Einleitung

Um das 120x80x120 Forex-Terrarium optisch und platzmässig aufzuwerten, habe ich Rück- und Seitenwände dafür gebaut.

Es gab einige Voraussetzungen, welche erfüllt werden sollten:

  • demontierbar, wie das Terri auch
  • stabil, da zu Beginn meine Boas darin untergebracht waren
  • mit Ablagen, um das Terri optimal zu nutzen
  • optisch ansprechend

Grundkonstruktion

Zuerst habe ich beim Forex-Terri Mass genommen und mir die Materialien im Baumarkt besorgt. Da ich wie gesagt eine genug stabile Konstruktion erhalten wollte, habe ich das Grundgerüst aus Holz gebaut und für die Ablagen Kanthölzer an die Seiten- und Rückwand geschraubt.

Da die einzelnen Elemente (so gut als möglich) demontierbar bleiben sollten, wurden die Ablagen nur auf den Kanthölzern der Seitenwände festgeschraubt; die Hölzer an der Rückwand dienen 'lediglich' als zusätzliche Stütze zu den vorderen Pfosten.

  • 01_grundgeruest_holz_01.jpg
  • 02_kantholz_stabilitaet.jpg

Strukturierung

Anschliessend wurde die Grundkonstruktion mit Styropor beklebt und die Felsstruktur eingeschnitzt.

  • 03_styropor_01.jpg
  • 04_styroghetto_01.jpg
05_verbogen_01.jpg

Hier noch ein Tipp:
Wenn ihr - wie ich - grossflächig etwas mit Styroporkleber aufklebt, denkt daran, dass dieser Flüssigkeit enthält. Welche Auswirkungen dies auf das Holz (in unserem Falle 8mm Sperrholzplatten) hat, seht ihr hier... VERBOGEN!

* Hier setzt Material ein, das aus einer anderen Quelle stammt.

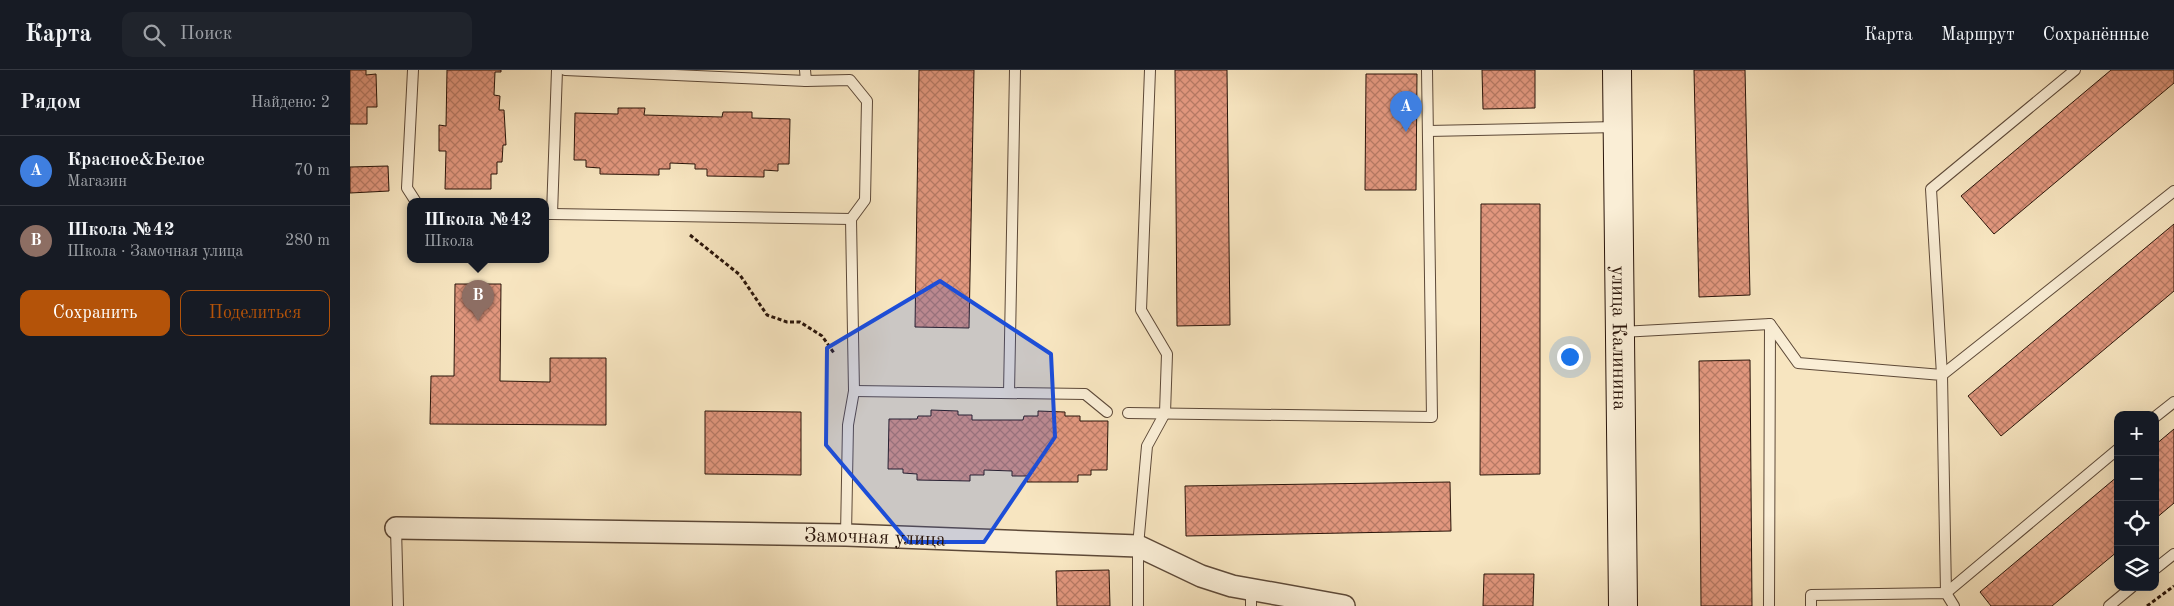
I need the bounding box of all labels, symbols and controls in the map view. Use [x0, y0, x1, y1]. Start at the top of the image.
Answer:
search box [122, 12, 472, 57]
icon: search [140, 21, 168, 49]
text: Карта [25, 23, 92, 47]
text: Поиск [180, 25, 232, 44]
text: Карта [1864, 26, 1913, 44]
text: Маршрут [1941, 26, 2015, 44]
text: Сохранённые [2043, 26, 2149, 44]
pin: A [1390, 91, 1422, 132]
text: Рядом [20, 92, 81, 113]
text: Найдено: 2 [251, 95, 330, 111]
text: Красное&Белое [67, 151, 205, 170]
text: A [30, 163, 42, 179]
text: 70 m [294, 163, 330, 179]
text: Магазин [67, 174, 127, 190]
popup [407, 198, 549, 263]
text: Школа №42 [424, 211, 532, 230]
text: Школа №42 [67, 221, 175, 240]
text: B [30, 233, 42, 249]
text: 280 m [285, 233, 330, 249]
text: Школа [424, 234, 474, 250]
text: Школа · Замочная улица [67, 244, 243, 260]
street label: улица Калинина [1607, 266, 1629, 411]
pin: B [462, 280, 494, 321]
button: Сохранить [20, 290, 170, 336]
button: Поделиться [180, 290, 330, 336]
your location [1557, 344, 1583, 370]
map controls [2114, 411, 2159, 591]
button: + [2114, 411, 2159, 456]
button: − [2114, 456, 2159, 501]
button: locate [2114, 501, 2159, 546]
street label: Замочная улица [804, 526, 946, 551]
button: layers [2114, 546, 2159, 591]

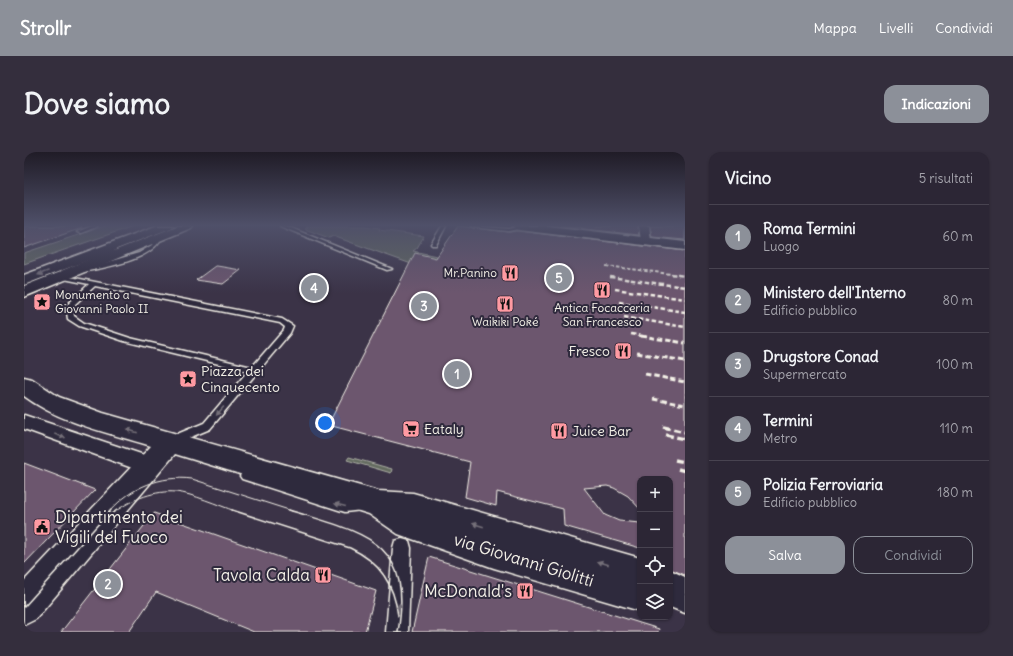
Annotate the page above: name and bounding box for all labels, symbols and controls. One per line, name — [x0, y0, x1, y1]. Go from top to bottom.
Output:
text: Strollr — [20, 16, 71, 40]
text: Mappa — [814, 19, 857, 37]
text: Livelli — [879, 19, 913, 37]
text: Condividi — [935, 19, 993, 37]
button: Indicazioni — [884, 85, 989, 123]
text: Dove siamo — [24, 86, 170, 122]
text: Vicino — [725, 167, 771, 189]
text: 5 risultati — [919, 170, 973, 187]
text: Roma Termini — [763, 219, 856, 238]
text: 1 — [735, 228, 741, 245]
text: 60 m — [942, 228, 973, 245]
text: Luogo — [763, 238, 799, 255]
restaurant icon: Mr.Panino — [500, 263, 520, 283]
pin: 5 — [546, 263, 572, 293]
place label: Mr.Panino — [443, 265, 497, 280]
one-way arrow — [36, 270, 48, 276]
pin: 4 — [301, 273, 327, 303]
restaurant icon: Antica Focacceria San Francesco — [592, 280, 612, 300]
text: Ministero dell'Interno — [763, 283, 906, 302]
place label: Monumento a Giovanni Paolo II — [55, 287, 148, 316]
pin: 3 — [411, 291, 437, 321]
place icon: Monumento a Giovanni Paolo II — [32, 292, 52, 312]
text: 2 — [734, 292, 742, 309]
text: 80 m — [942, 292, 973, 309]
restaurant icon: Waikiki Poké — [495, 294, 515, 314]
place label: Antica Focacceria San Francesco — [554, 300, 650, 329]
text: Edificio pubblico — [763, 302, 857, 319]
place label: Waikiki Poké — [472, 314, 538, 329]
restaurant icon: Fresco — [613, 341, 633, 361]
place label: Fresco — [569, 342, 610, 360]
text: Drugstore Conad — [763, 347, 879, 366]
text: 3 — [734, 356, 742, 373]
text: 100 m — [936, 356, 973, 373]
pin: 1 — [444, 359, 470, 389]
place label: Piazza dei Cinquecento — [201, 362, 280, 396]
text: Supermercato — [763, 366, 847, 383]
place icon: Piazza dei Cinquecento — [178, 369, 198, 389]
one-way arrow — [216, 405, 225, 416]
text: Termini — [763, 411, 813, 430]
your location — [315, 413, 335, 433]
supermarket icon: Eataly — [401, 419, 421, 439]
place label: Eataly — [424, 420, 464, 438]
text: 4 — [734, 420, 742, 437]
text: 110 m — [940, 420, 973, 437]
restaurant icon: Juice Bar — [549, 421, 569, 441]
place label: Juice Bar — [572, 422, 631, 440]
one-way arrow — [126, 428, 138, 434]
text: Metro — [763, 430, 797, 447]
one-way arrow — [55, 433, 67, 439]
text: Polizia Ferroviaria — [763, 475, 883, 494]
map controls — [637, 476, 673, 620]
button: + — [637, 476, 673, 512]
text: 5 — [734, 484, 742, 501]
text: 180 m — [937, 484, 973, 501]
text: Edificio pubblico — [763, 494, 857, 511]
one-way arrow — [334, 502, 346, 508]
place label: Dipartimento dei Vigili del Fuoco — [55, 506, 183, 548]
button: − — [637, 512, 673, 548]
public building icon: Dipartimento dei Vigili del Fuoco — [32, 517, 52, 537]
one-way arrow — [472, 522, 484, 528]
street label: via Giovanni Giolitti — [451, 528, 597, 592]
button: Salva — [725, 536, 845, 574]
button: Condividi — [853, 536, 973, 574]
button: locate — [637, 548, 673, 584]
one-way arrow — [596, 560, 608, 566]
place label: Tavola Calda — [213, 564, 310, 586]
restaurant icon: Tavola Calda — [313, 565, 333, 585]
pin: 2 — [95, 569, 121, 599]
place label: McDonald's — [424, 580, 512, 602]
restaurant icon: McDonald's — [515, 581, 535, 601]
button: layers — [637, 584, 673, 620]
one-way arrow — [395, 603, 402, 615]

...um das wieder hinzukriegen habe ich, bevor ich mit dem Fliesenkleber hinter die Sache gegangen bin, mehrere Dachlatten auf die Rückseite der Wände geschraubt, um diese so gerade wie möglich zu halten. Ansonsten hätte dies unschöne Folgen gehabt, wenn der Kleber getrocknet ist.

06_fliesenkleber_01.jpg

Zum Schluss wurde das Ganze dann noch mit zwei Schichten Fliesenkleber überzogen und die freibleibenden Stellen lackiert.

Fertigstellung / Aufbau

Nach einigen Tagen trocknen lassen auf dem Balkon kam der Teil mit dem Anmalen. Zuerst wollte ich die ganze Sache mit Farbe und Pinsel lösen, da so auch zusätzliche Schattierungen etc. mit eingearbeitet werden können... als dann das ganze aber violett anstatt grau wurde, habe ich mich für Granitspray entschieden. (Zur Aufklärung: weiss + schwarz + ein wenig braun = violett! Wieso weiss ich bis heute nicht.)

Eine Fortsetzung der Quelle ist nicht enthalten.